## Exercise
Below are records; reproduce exactly the lines from the one that has "0 38px,transparent 0" through the one that has "0 6px,transparent 0", ends included, and nothing more.

[Input]

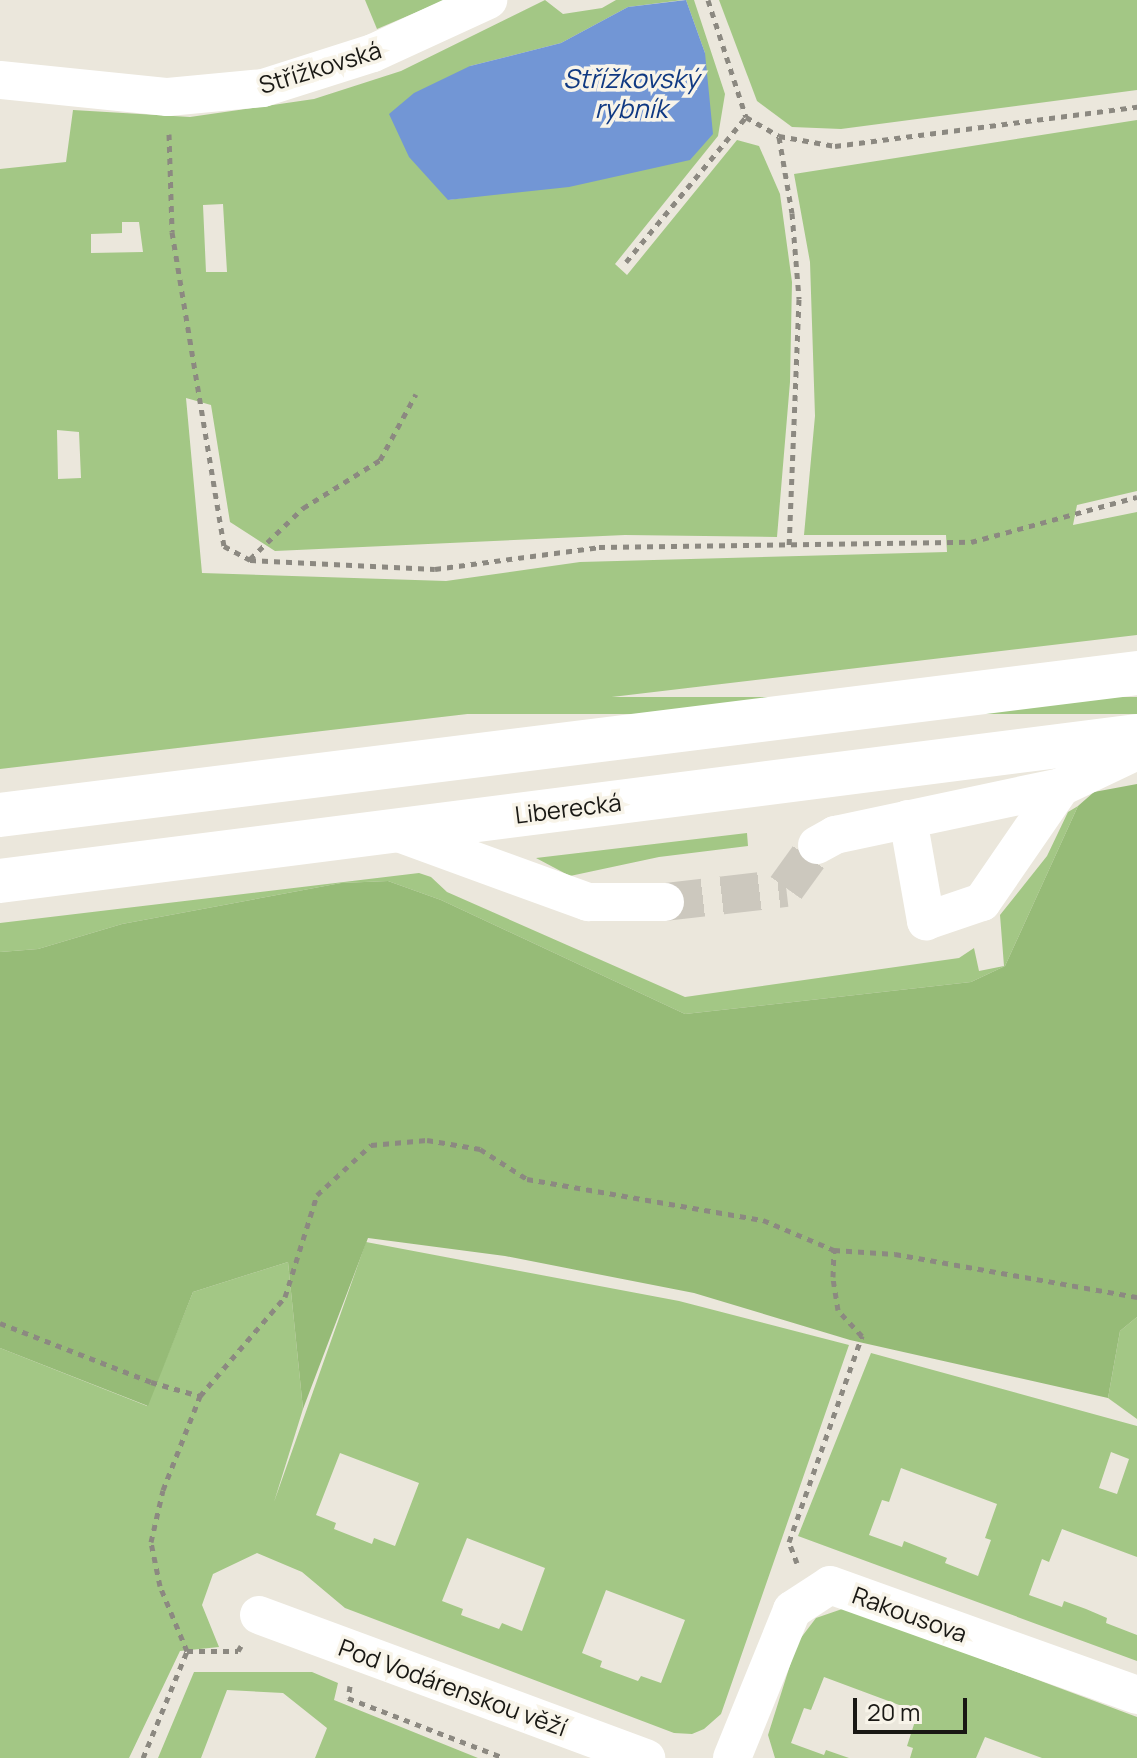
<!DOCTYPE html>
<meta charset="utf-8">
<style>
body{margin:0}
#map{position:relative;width:1137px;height:1758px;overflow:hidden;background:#ebe7dc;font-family:Manrope,sans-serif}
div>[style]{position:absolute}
.green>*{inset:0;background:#a3c785;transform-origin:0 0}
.forest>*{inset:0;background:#96bb77}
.water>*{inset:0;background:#7296d5}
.minor-tunnel>*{height:38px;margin-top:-19px;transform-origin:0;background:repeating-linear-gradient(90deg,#ccc8be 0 38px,transparent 0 57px)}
.path>*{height:5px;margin-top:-2.5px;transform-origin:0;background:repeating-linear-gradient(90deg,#8c8981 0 6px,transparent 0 12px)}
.minor>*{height:38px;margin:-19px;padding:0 19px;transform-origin:19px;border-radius:19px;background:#fff}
.highway>*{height:44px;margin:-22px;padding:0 22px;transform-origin:22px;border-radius:22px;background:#fff}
span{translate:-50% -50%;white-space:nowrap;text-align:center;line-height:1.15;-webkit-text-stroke:7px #f8f4e9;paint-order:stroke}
.street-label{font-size:24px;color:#191814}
.water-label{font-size:26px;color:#103982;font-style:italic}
.scale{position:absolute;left:853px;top:1698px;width:114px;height:36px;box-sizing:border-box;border:4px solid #191814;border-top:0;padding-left:10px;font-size:24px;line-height:28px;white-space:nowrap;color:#191814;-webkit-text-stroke:6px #f8f4e9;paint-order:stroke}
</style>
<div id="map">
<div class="green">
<div style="clip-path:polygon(365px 0,445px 0,377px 29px)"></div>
<div style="clip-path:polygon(evenodd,545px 0,563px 14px,602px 8px,616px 0,683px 0,628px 7px,561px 43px,470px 66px,448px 200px,497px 193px,705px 53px,686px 0,694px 0,725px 94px,718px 136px,615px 264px,627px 275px,737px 140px,759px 146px,780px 194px,792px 282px,790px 382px,777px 537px,625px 535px,275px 551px,230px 522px,211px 405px,186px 398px,202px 573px,446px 581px,580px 562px,947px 552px,946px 535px,804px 535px,815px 416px,810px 262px,794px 174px,1137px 120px,1137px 491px,1077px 505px,1073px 525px,1137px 512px,1137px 635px,0 769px,0 169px,66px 162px,73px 110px,190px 117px,314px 99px,401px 71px,545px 0,223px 204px,227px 272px,206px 272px,203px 205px,223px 204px,545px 0,122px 222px,139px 222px,143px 252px,91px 253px,91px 234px,122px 233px,122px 222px,545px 0,57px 430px,79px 432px,81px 478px,58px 479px,57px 430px)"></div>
<div style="clip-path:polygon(719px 0,1137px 0,1137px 90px,841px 129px,792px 127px,757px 101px)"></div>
<div style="left:1137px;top:697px;width:17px;height:1146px;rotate:90deg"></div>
<div style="clip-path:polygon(1078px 806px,1005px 966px,971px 982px,685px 1014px,441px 900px,388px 881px,341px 883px,122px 924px,38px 949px,0 952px,0 923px,419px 873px,431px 877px,447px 892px,685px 997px,959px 958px,974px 948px,979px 971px,1004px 966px,1000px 915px,1047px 856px,1068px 812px)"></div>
<div style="clip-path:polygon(747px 833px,748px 846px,659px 857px,570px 876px,536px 858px)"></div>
<div style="clip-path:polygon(evenodd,366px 1242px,679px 1301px,849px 1345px,721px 1714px,704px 1729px,692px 1734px,674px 1733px,345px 1608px,302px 1572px,257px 1553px,213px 1574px,202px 1605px,219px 1647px,180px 1651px,129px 1758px,0 1758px,0 1348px,147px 1406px,193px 1292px,288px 1262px,303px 1409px,274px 1502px,366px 1242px,340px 1453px,419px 1483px,395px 1546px,374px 1538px,372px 1544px,334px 1529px,336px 1523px,316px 1515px,340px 1453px,366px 1242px,467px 1538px,545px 1568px,522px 1631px,502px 1623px,499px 1629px,461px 1615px,463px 1609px,442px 1601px,467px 1538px,366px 1242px,606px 1590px,685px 1620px,661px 1683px,641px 1676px,638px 1681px,600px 1667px,602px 1661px,582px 1653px,606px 1590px)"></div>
<div style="clip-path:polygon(1137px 1317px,1137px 1419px,1108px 1398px,1120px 1331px)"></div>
<div style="clip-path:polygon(evenodd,871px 1353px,1137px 1426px,1137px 1557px,1062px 1529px,1049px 1562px,1042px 1559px,1029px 1595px,1062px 1607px,1064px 1601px,1086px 1609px,1107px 1618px,1106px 1623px,1137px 1635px,1137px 1661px,798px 1536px,871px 1353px,1111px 1452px,1129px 1459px,1117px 1494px,1099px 1488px,1111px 1452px,871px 1353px,901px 1468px,997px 1504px,985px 1538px,991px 1540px,978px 1576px,945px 1563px,947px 1558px,904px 1541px,902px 1547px,869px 1535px,882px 1500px,889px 1502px,901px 1468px)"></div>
<div style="clip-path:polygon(845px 1608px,1137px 1717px,1137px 1758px,1042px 1758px,985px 1737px,976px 1758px,910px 1758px,913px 1748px,907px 1746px,918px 1712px,824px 1677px,811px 1710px,804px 1708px,791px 1743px,824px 1755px,826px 1750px,849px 1758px,775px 1758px,768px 1735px,797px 1643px,816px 1618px)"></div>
<div style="clip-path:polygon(194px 1672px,312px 1672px,338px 1683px,334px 1700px,478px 1758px,315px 1758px,327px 1728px,283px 1693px,227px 1690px,201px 1758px,158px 1758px)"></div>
</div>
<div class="forest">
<div style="clip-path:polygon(1137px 784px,1137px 1317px,1120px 1331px,1108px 1398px,850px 1340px,694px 1293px,505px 1256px,368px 1238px,303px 1409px,288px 1262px,193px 1292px,148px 1406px,0 1348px,0 952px,38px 949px,122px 924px,341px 883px,388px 881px,441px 900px,685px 1014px,971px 982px,1005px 966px,1078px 806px,1094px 792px)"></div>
</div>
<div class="water">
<div style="clip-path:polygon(686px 0,705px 53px,713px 134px,690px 160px,569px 187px,448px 200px,409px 157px,389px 114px,414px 93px,470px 66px,561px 43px,628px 7px)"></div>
</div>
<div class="minor-tunnel">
<div style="left:665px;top:902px;width:122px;rotate:-6.6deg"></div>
<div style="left:786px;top:888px;width:53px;rotate:-54.2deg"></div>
</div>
<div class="path">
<div style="left:708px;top:0;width:123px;rotate:72deg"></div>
<div style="left:746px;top:117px;width:38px;rotate:30deg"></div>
<div style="left:779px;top:136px;width:57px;rotate:10.1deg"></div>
<div style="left:835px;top:146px;width:305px;rotate:-7.4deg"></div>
<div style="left:169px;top:134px;width:98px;rotate:88.2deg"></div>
<div style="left:172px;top:232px;width:318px;rotate:80.6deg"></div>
<div style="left:224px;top:546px;width:30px;rotate:28deg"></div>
<div style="left:250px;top:560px;width:185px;rotate:2.8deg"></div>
<div style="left:435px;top:569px;width:165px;rotate:-7.6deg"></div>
<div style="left:599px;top:547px;width:372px;rotate:-0.8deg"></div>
<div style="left:971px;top:542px;width:172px;rotate:-15.2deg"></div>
<div style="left:779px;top:137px;width:77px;rotate:80.3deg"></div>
<div style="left:792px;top:213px;width:86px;rotate:85.3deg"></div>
<div style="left:799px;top:299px;width:247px;rotate:92.3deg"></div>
<div style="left:626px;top:262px;width:188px;rotate:-50.4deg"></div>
<div style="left:250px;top:559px;width:74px;rotate:-43.9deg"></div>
<div style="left:303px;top:508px;width:91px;rotate:-31.9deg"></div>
<div style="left:380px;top:460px;width:75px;rotate:-61.4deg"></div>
<div style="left:0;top:1323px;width:162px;rotate:21.3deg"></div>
<div style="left:151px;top:1382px;width:51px;rotate:15.9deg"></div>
<div style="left:200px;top:1396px;width:130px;rotate:-49.4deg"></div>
<div style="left:285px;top:1297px;width:107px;rotate:-72.6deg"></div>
<div style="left:317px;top:1195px;width:74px;rotate:-42.8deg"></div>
<div style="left:371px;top:1145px;width:56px;rotate:-5.1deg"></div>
<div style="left:427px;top:1140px;width:54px;rotate:9.6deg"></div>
<div style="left:480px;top:1149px;width:56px;rotate:32.6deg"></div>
<div style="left:527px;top:1179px;width:240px;rotate:9.9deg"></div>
<div style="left:763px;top:1220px;width:77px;rotate:22.9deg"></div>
<div style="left:834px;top:1250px;width:61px;rotate:3.8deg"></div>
<div style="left:895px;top:1254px;width:246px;rotate:10.1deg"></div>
<div style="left:797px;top:1563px;width:22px;rotate:-111deg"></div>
<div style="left:789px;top:1542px;width:219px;rotate:-70.5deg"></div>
<div style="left:862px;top:1336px;width:35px;rotate:-133deg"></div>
<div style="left:838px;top:1310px;width:33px;rotate:-99deg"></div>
<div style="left:833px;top:1277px;width:27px;rotate:-88deg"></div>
<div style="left:187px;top:1651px;width:70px;rotate:-112.6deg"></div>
<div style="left:160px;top:1586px;width:45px;rotate:-101.6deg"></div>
<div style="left:151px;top:1542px;width:53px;rotate:-77deg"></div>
<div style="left:163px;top:1490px;width:101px;rotate:-68.5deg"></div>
<div style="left:350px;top:1686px;width:12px;rotate:99deg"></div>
<div style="left:348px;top:1698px;width:167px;rotate:21deg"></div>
<div style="left:143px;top:1758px;width:116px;rotate:-67.6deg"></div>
<div style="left:187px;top:1651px;width:51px"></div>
<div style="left:238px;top:1651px;width:6px;rotate:-59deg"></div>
</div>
<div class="minor">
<div style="left:0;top:80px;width:169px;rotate:5.8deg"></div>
<div style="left:168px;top:97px;width:95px;rotate:-5.4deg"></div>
<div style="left:263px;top:88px;width:115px;rotate:-17.7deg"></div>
<div style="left:373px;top:53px;width:127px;rotate:-24.7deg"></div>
<div style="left:908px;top:819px;width:104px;rotate:80deg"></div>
<div style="left:926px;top:921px;width:59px;rotate:-18.7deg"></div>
<div style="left:982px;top:902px;width:140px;rotate:-55.5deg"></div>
<div style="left:390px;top:830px;width:211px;rotate:20deg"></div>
<div style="left:588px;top:902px;width:77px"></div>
<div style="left:817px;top:845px;width:21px;rotate:-29deg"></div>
<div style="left:835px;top:835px;width:231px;rotate:-12deg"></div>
<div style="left:1061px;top:787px;width:84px;rotate:-25.3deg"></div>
<div style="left:259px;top:1615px;width:413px;rotate:20.3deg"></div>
<div style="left:732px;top:1758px;width:160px;rotate:-67.9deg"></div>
<div style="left:792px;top:1610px;width:45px;rotate:-33.3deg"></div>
<div style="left:830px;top:1585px;width:326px;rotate:19.7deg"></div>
</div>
<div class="highway">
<div style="left:0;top:815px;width:1146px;rotate:-7.12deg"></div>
<div style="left:0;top:881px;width:1146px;rotate:-7.27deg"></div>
</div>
<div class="street-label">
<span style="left:320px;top:67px;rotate:-17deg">Střížkovská</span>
<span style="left:568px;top:808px;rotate:-7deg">Liberecká</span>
<span style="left:910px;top:1614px;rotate:20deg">Rakousova</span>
<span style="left:453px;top:1687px;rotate:20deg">Pod Vodárenskou věží</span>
</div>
<div class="water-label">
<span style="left:631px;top:94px">Střížkovský<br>rybník</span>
</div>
<div class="scale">20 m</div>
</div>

[/Input]

## Solved exercise
.minor-tunnel>*{height:38px;margin-top:-19px;transform-origin:0;background:repeating-linear-gradient(90deg,#ccc8be 0 38px,transparent 0 57px)}
.path>*{height:5px;margin-top:-2.5px;transform-origin:0;background:repeating-linear-gradient(90deg,#8c8981 0 6px,transparent 0 12px)}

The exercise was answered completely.